Radio personality Simon Barnett says he would help to pay for former white supremacist Carl Drewett to remove his tattoo "1000 times over'', but has stopped short of supporting a taxpayer-funded service.
Drewett, 29, from Christhcurch, is partway through laser treatment to have the "skinhead'' tattoo removed from his forehead, funded by $3000 in donations from members of the public and Mr Barnett, in the hope of getting back into work.
Drewett has an extensive criminal record and was once proud to wear the tattoo he had done as in prison when he was 23 at a cost of $40.
After four laser treatment sessions, he was "stoked'' the tattoo was fading and believed it would have completely gone with about another eight.
Since donating $2000 towards the cost, Mr Barnett was delighted to see Drewett turn his life around.

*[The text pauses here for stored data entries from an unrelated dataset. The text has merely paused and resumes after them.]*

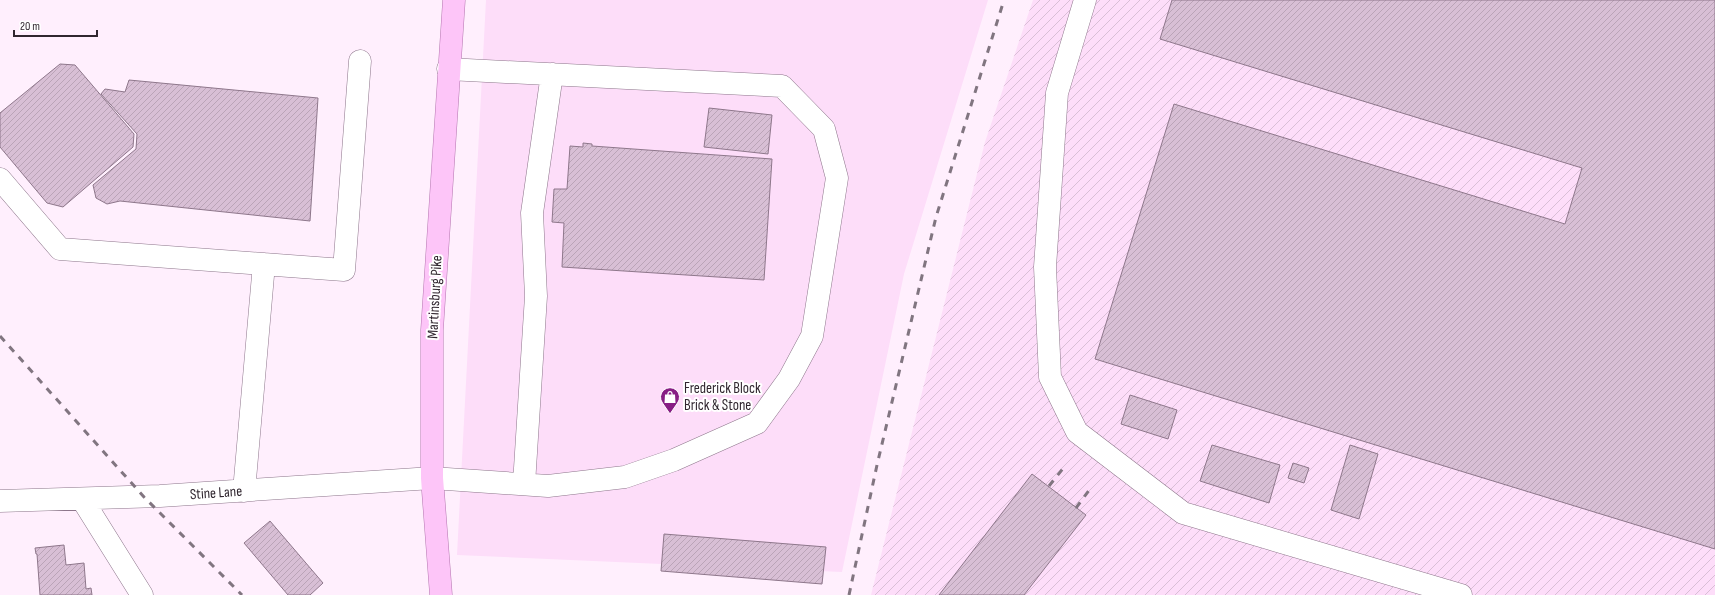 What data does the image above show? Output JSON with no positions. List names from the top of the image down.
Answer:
{
  "streets": {
    "main road": ["Martinsburg Pike"],
    "street": ["Stine Lane"]
  },
  "crossings": [
    ["Martinsburg Pike", "Stine Lane"]
  ],
  "places": {
    "shop": ["Frederick Block Brick & Stone"]
  },
  "scale_bar": "20 m"
} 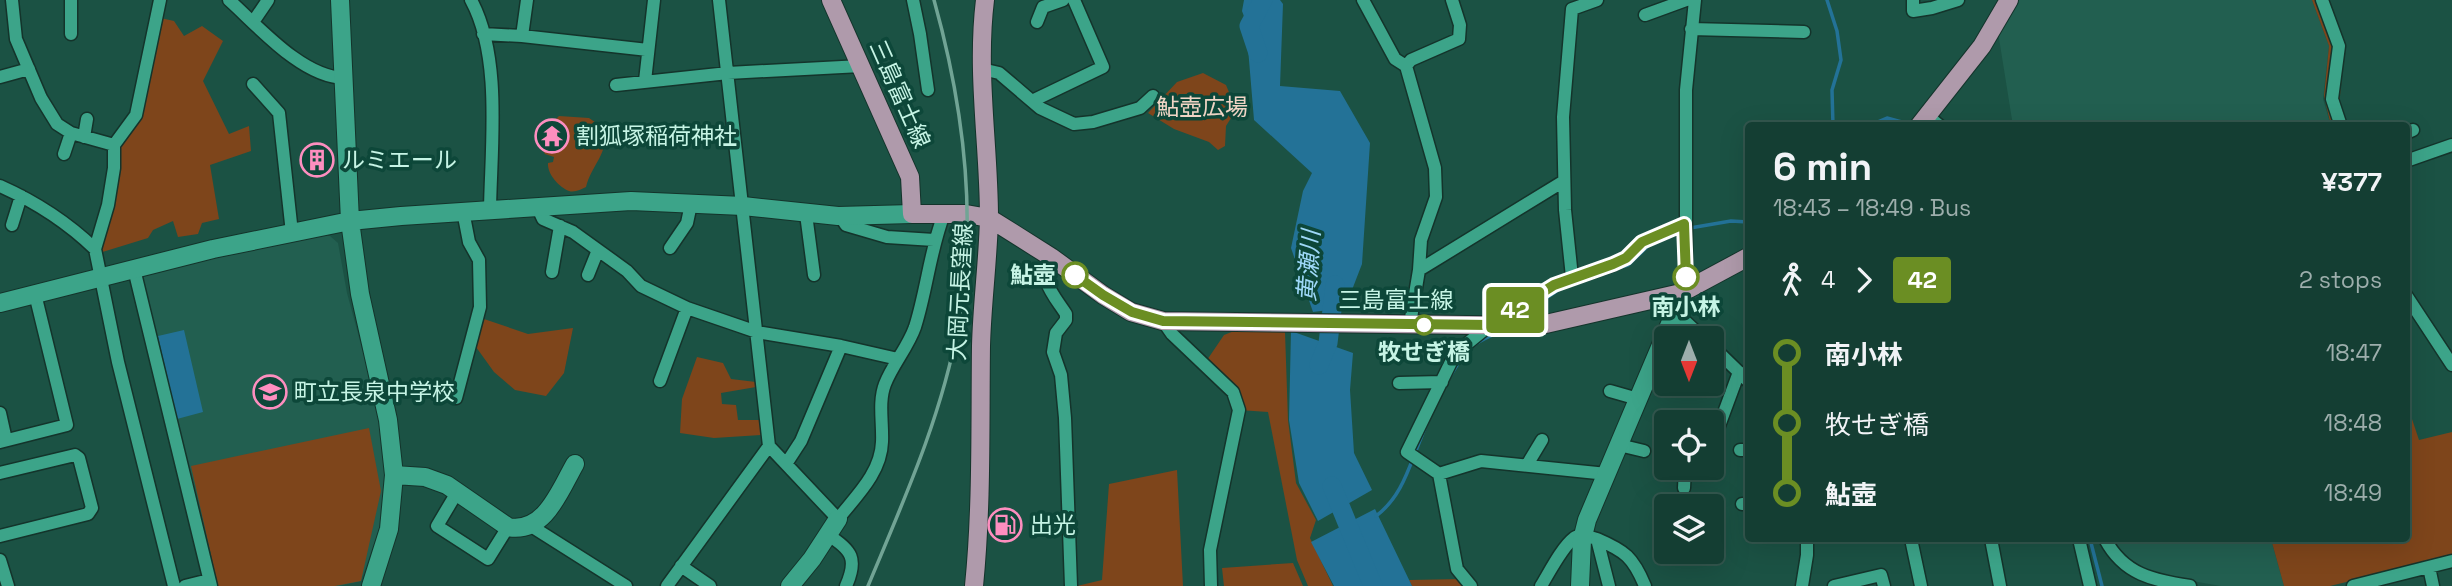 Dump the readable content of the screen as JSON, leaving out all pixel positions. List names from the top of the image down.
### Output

"He's just got his forklift licence and he's now working regularly with shipping containers. His boss says he's got incredible leadership skills and he's really hard-working. I almost started crying when I read that,'' he said.
Barnett said he wanted to help Drewett after learning about his predicament and speaking to him about commitment to changing his life.
"Carl wants to be a better person. It just seemed to make sense to me that if a guy wanted to turn his life around why shouldn't society help him?''
The pair have stayed in contact and Mr Barnett was proud of the progress Drewett had made.
"I would do it 1000 times over based on my experience with Carl.''
However, many people were less than impressed Mr Barnett's decision to help out.
"The venom ... I got emails from people saying I was a racist for helping.''
The case has sparked discussion over whether the Government should fund tattoo removal.
Government funding helps people searching for or starting work to pay for essential costs, including the cost of tattoo removal, if the client is referred to a tattoo removal service by a registered medical practitioner.
They must meet a number of conditions including showing they have found or are serious about finding work and the maximum amount a person can receive is $1500 a year, said a Ministry of Social Development spokeswoman.
Mr Barnett believed there was a "real need'' for the service but was was unsure if it should be funded by taxpayers.
"I look at things on a case-by-case basis.''
Since helping Drewett, he has received a number of requests from people asking for donations for various things, some of whom he has helped.
Drewett wants to help others in a similar predicament to turn their life around and plans to donate any money left over from his tattoo removal fund to charity, or someone else in the same situation.